息子が納得して選んだ相手ならなんの問題もないとただただ喜ぶ私とは嫁さんの反応はどうも違っているようである。
同姓の息子のことだから私にはただ嬉しさしか感じないのだろう。
一方嫁さんにしてみれば同姓の相手との闘いが始ったばかりというところなのだろうか。
思い起こせば私が今の嫁さんと一緒になる時、おふくろは確かに最後まで反対していた(このことは嫁さんにはいまだに内緒のことではあるが)。

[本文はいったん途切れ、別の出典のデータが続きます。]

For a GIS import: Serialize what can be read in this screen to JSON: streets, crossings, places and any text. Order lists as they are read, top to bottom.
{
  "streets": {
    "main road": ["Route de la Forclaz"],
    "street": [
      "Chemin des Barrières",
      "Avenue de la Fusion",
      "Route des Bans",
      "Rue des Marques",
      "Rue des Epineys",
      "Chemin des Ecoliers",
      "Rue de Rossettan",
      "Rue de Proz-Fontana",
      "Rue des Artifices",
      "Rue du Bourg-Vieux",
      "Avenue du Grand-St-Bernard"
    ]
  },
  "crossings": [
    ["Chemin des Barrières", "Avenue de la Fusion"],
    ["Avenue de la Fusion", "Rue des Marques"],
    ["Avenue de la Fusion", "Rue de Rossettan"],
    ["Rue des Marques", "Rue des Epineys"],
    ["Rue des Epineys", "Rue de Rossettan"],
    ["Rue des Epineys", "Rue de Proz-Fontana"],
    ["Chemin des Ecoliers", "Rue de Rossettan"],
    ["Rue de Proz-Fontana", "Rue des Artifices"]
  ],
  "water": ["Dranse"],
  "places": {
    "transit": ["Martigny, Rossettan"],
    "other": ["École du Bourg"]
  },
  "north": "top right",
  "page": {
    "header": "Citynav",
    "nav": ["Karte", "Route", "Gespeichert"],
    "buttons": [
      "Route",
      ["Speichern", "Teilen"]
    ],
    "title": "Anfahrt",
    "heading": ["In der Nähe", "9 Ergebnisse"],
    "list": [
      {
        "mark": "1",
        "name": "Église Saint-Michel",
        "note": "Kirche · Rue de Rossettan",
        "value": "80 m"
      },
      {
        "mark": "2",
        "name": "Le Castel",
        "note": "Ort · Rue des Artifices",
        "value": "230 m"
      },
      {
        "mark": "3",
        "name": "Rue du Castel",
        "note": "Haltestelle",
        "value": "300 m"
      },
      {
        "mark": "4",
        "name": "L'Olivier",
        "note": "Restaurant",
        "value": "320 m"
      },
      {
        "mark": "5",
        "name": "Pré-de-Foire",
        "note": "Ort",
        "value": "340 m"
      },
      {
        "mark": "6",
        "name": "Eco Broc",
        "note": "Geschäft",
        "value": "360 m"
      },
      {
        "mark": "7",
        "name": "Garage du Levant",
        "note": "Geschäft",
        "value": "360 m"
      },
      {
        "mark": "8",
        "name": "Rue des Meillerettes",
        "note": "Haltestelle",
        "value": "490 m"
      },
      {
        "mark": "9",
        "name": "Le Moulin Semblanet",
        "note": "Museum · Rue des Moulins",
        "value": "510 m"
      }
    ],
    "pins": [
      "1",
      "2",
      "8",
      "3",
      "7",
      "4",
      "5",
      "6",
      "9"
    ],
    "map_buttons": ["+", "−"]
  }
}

おふくろにはその頃別の嫁さん候補がいたのは私も知っていた。
私が小学生のころに一度会ったことのある女の子がその候補者だったのだった。
母親同士で半ば約束していたのを大学3年の時聞いたことがある。
今から考えれば就職でも親父の誘いを断って民間に就職した私だし、嫁さんもおふくろの奨めを断って自分で決めた。
若い時は何かにつけて親とは対峙してきた私だったが、30才ころから親の言うことを聞いていればと思うことがけっこうあったような気がする。
しかし私もいい年になったこのごろでは(老いては子に従え)ではあるまいが親父のほうが一歩引いて話を聞いてくれるようになった気がしている。
親がやってきたことをまた同じように息子もそのまま歩んで行くのだろうと思いながらも行く途が私よりは穏やかであることを願ってしまう。
親子の情もこうして受け継がれていくのだろう。
いろいろあっても家族とはかけがえのないものと言うことである。